Part II
This recurring theme [that beauty can enlighten tragedy] returns
in “Ghost Music” as it deals with the speaker’s loss of his father: “The
singing tongue is cut from autumn’s river.” In essence, Mason’s speaker asks us
in his songs: How can we keep singing
when the world is full of pain? The answer comes, through much pain, at the
poem’s end:
Wind picks his pocket again as he
ambles.
It steals again sweat from his
body, music from his ears.
It takes again the gait from his
legs, the taste from his tongue.
The more it steals, the less he
feels bound by gravity.
He laughs as the wind bears him off
like a kite.
When I critiqued his poems, I often slammed Mason’s use of
“stars” in his poetry as I’d seen too many awful poems written with that in
them, but through judicious use and careful building of his motif, he’s made
the stars his own. It is in the book title and the titular poem, after all. And
it’s cleverly deployed, to boot. The stars could be incandescent dots that
candle the night, or those whom society reveres, for whatever reason, or the
heavenly afterlife (“to drink from the stars’ chalice / the black anodyne of
sleep.”—“Fugue for the Sandy Hook Dead” or in “I Wore the Night Like a
Roquelaure” where when a grandmother passes, the speaker’s song becomes “the
new star of resolve / in her brain’s core.” That last poem, especially at its
titular moment, seems to be the transformation of the speaker who turns grief
into something transcendent.). And “senseless” could be unconscious or a lack
of meaning. All of these senses fuel Mason’s poetry. (Am I eating crow? Very well, I eat crow.)

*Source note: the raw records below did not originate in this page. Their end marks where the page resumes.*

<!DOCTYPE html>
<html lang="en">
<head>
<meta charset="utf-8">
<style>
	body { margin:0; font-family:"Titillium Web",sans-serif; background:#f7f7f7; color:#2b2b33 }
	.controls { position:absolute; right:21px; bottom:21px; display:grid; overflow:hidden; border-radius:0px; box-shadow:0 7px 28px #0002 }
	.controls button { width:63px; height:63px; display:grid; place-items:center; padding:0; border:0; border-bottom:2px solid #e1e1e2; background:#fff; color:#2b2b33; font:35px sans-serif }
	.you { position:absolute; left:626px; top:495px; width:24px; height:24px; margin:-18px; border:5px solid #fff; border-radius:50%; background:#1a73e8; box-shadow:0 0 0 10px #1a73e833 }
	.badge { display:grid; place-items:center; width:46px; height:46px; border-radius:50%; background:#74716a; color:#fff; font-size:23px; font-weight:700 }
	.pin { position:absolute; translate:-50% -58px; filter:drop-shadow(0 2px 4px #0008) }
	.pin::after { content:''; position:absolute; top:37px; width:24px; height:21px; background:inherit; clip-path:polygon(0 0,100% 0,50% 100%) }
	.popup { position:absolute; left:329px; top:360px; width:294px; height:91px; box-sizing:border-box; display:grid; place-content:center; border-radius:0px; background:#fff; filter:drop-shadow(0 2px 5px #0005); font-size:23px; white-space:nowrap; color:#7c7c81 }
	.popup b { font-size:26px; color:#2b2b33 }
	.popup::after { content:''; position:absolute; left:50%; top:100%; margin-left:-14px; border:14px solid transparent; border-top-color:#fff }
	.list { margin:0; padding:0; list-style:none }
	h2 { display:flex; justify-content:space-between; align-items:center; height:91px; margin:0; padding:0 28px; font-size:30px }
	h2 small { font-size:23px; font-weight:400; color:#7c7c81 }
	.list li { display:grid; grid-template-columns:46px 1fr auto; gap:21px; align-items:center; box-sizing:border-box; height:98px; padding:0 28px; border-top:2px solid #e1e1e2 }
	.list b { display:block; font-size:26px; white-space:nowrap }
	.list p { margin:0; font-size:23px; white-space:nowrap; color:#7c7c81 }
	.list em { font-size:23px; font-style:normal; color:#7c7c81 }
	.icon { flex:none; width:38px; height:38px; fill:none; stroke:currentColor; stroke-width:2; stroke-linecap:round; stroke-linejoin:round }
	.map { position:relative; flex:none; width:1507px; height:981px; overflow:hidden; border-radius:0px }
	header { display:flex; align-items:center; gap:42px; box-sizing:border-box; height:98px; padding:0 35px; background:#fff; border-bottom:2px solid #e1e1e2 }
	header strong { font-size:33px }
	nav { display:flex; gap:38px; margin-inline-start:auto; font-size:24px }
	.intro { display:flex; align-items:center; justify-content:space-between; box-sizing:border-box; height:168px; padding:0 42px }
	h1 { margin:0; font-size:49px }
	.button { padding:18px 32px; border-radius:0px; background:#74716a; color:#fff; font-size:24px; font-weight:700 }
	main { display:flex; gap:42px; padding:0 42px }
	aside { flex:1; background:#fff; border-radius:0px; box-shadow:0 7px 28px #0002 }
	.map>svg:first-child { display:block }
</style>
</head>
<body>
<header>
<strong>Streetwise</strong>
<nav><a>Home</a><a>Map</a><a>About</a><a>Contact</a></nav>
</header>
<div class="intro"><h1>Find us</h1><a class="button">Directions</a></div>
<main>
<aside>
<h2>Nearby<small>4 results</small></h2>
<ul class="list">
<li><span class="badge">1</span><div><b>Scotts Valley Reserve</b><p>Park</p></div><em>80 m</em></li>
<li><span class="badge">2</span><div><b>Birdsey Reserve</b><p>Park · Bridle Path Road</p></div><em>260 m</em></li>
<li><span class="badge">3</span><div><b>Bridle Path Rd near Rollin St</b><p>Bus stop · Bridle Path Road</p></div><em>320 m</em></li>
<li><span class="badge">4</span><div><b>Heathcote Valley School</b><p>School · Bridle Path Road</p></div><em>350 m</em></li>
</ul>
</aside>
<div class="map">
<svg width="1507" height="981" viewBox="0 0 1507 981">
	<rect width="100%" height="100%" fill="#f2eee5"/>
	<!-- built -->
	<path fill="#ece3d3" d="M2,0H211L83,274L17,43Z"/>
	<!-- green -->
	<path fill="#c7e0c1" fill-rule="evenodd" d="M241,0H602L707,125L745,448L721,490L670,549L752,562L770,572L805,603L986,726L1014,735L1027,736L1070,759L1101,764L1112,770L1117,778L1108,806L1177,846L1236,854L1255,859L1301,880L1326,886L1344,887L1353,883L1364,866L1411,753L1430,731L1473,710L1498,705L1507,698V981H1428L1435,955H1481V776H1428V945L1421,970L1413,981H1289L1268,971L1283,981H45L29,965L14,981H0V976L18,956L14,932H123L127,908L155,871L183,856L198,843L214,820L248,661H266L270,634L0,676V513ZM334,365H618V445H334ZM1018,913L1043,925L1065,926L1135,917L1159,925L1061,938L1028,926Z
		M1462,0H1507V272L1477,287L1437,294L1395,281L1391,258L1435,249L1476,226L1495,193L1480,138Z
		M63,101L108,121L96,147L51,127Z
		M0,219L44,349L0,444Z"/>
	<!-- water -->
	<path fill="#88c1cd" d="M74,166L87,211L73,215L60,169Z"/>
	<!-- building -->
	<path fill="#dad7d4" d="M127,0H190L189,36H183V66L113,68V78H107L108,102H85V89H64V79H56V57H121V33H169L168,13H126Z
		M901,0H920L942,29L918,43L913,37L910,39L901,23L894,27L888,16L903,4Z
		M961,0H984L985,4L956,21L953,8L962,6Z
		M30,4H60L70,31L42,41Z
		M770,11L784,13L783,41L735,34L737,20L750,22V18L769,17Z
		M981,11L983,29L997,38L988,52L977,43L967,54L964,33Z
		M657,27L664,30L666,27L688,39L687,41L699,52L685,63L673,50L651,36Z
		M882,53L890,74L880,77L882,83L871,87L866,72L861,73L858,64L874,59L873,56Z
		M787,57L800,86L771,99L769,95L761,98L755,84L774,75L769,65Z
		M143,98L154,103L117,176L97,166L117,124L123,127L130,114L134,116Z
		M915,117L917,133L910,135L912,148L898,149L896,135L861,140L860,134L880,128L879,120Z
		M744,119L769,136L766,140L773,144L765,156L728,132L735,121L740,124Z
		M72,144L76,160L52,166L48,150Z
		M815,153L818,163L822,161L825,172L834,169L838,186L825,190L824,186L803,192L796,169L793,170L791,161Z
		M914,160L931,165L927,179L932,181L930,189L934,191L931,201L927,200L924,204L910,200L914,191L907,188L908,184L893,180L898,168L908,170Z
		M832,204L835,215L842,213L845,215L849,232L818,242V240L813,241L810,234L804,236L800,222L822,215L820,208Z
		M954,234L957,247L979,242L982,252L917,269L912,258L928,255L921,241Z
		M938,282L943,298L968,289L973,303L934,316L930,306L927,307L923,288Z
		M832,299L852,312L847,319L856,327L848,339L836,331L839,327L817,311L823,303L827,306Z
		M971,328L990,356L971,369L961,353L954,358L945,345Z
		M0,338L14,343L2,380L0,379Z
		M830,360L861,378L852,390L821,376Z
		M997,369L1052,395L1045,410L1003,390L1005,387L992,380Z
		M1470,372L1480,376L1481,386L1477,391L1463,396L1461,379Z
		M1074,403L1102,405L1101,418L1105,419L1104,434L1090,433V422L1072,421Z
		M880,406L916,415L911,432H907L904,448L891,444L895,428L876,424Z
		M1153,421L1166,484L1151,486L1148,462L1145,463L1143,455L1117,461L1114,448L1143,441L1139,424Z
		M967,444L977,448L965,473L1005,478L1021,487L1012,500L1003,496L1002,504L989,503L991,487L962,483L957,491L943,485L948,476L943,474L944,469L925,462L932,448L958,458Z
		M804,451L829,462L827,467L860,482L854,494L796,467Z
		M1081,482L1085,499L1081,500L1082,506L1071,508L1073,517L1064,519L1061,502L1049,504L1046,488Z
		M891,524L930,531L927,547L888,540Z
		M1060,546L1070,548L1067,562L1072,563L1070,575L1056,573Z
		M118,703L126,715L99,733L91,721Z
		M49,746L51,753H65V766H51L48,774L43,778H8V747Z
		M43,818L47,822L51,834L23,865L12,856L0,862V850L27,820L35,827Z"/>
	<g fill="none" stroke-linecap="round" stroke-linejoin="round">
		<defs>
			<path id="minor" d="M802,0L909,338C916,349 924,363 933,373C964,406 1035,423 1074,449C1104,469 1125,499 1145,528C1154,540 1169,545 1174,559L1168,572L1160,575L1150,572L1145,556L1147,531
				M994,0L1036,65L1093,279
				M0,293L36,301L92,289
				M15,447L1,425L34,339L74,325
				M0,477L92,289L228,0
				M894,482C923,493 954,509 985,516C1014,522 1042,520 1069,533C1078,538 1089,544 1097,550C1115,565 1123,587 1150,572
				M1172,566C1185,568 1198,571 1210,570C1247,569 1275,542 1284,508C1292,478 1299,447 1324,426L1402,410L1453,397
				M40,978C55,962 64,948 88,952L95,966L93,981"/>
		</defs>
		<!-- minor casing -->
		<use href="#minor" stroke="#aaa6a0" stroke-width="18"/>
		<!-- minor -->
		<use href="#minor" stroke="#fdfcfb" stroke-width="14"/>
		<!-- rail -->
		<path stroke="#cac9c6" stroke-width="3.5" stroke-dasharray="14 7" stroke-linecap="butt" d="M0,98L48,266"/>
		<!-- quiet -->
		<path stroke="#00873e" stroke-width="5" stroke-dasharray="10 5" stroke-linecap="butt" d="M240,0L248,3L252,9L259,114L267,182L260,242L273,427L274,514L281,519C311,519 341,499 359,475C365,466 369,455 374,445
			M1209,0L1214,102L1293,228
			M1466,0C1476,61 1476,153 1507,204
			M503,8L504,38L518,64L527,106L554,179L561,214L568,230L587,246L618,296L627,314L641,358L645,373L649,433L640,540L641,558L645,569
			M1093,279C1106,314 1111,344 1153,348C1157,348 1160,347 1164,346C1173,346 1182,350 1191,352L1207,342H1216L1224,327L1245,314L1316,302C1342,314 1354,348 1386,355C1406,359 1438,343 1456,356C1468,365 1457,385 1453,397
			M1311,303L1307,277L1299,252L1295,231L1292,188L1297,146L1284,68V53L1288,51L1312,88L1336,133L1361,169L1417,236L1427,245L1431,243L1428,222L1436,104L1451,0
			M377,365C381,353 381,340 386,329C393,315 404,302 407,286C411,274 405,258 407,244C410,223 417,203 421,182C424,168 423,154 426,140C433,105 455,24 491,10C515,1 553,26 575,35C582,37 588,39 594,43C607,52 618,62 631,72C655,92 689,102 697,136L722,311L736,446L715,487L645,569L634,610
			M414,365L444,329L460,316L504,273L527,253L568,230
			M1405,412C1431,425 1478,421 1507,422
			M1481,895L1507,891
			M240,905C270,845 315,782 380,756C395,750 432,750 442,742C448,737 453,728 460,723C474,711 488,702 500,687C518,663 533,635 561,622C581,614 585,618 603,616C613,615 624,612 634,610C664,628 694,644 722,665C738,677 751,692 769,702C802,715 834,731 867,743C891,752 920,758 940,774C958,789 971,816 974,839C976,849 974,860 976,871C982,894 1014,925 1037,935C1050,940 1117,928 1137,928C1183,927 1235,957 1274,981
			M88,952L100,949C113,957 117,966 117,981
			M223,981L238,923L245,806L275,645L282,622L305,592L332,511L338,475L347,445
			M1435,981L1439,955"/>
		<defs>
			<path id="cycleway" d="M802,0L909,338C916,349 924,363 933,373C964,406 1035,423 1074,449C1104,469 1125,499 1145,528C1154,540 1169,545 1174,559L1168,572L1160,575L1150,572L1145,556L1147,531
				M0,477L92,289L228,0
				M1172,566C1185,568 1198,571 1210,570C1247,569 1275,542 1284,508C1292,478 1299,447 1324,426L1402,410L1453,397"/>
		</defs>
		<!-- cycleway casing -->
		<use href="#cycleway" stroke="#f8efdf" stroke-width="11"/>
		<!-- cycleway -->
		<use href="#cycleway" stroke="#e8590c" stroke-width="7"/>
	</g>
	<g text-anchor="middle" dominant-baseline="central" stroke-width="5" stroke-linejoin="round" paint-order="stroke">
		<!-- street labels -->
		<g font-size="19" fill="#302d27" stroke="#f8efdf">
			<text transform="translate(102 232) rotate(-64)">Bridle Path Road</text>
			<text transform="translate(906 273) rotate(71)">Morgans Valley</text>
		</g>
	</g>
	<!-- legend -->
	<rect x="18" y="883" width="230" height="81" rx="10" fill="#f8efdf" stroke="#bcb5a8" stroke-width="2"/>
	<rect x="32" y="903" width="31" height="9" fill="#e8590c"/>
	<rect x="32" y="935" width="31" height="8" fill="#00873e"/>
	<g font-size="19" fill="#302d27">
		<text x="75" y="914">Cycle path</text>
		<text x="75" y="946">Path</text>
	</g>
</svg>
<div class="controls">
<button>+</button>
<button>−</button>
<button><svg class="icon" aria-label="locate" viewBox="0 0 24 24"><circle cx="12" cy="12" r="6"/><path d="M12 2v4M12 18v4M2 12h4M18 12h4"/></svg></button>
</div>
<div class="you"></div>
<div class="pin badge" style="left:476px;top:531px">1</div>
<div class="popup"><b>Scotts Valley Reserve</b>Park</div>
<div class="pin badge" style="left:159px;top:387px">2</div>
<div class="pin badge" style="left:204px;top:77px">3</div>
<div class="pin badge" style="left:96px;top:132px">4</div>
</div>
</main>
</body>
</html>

In “The Sea Anemone Must Wed Lightning” Mason writes of
suffering as a thing we carry, perhaps belongings we should value:
What can I say of this suffering,
except that it is mine? I will
carry it
into autumn, holding it over
my head as, crossing a river,
I would a bundle of clothes.
Later, the speaker sings what he wants songs to do:
I want the song that will lift
the moon’s white bone back
into its black socket. I want the
song....
that will raise a fallen
child, if only for a day
The final poem, “Thanksgiving Song,” refines this idea of
song (brought up in “I Wore the Night Like a Roquelaure” – discussed above) as
the magic that words carry in them and the magic that we carry within us:
I can sing with the broken bone
of the yellow half-moon....
Each name sings
light needles into ebony dusk....
we are all
yes, each & every one, the last
least, best unexpected thing.
This poem—with a few rivals for being the best in the book—deserves
to be anthologized in a dozen or two good anthologies. Poet Patrick Hicks also
singled out this poem. Forgive the excerpt as only the whole poem can do it
justice.
Judith Sornberger writes that his work is “Incantatory as
Whitman” which you’ll find in a poem like “Depression”:
All the harvesters are falling
apart, shaking & shuddering
& collapsing before they can
leave the fields.
All the luxury automobiles are
falling apart
in garages & shops & on the
street
All the bridges & skyscrapers
are falling apart
falling to rust & poisonous
dust & bent & sheered rebar.
These excerpts and examinations should more than adequately
suggest why you should acquire this book for yourself (or get your library to
do so, if you cannot afford it).
What makes these poems stand out above most contemporary
poetry: His poems tell you why you should read them. The images and sounds—even
interesting philosophic content—suck the reader in. Not the particular
political stance as if poetry were more about politics than aesthetics
(although, yes, Mason toes the line of the politically correct), not the surreal
inscrutability (although, yes, Mason uses some of that), not a bolus of images that
are hard to swallow (although, yes, Mason’s imagery astounds and confounds),
but he uses his silvery tongue to get us to leap after, to travel to this
strange land we tread upon and intriguing scenarios, or some other spark of interest
to keep us reading and rereading.
For example, “Darkfall” opens with intrigue and mystery:
For centuries we seeded the cemeteries
so it was no surprise the soil
grew nothing but headstones.
How can those lines not get one to read on? This is part of what
makes this book rise above its peers. If poets and poetry readers aren’t flocking
to this book this year, then there’s too little justice in the world, but at
least it exists and we the lucky, who have read it, can lift it over our heads
as if crossing a river and call on others to hear these songs.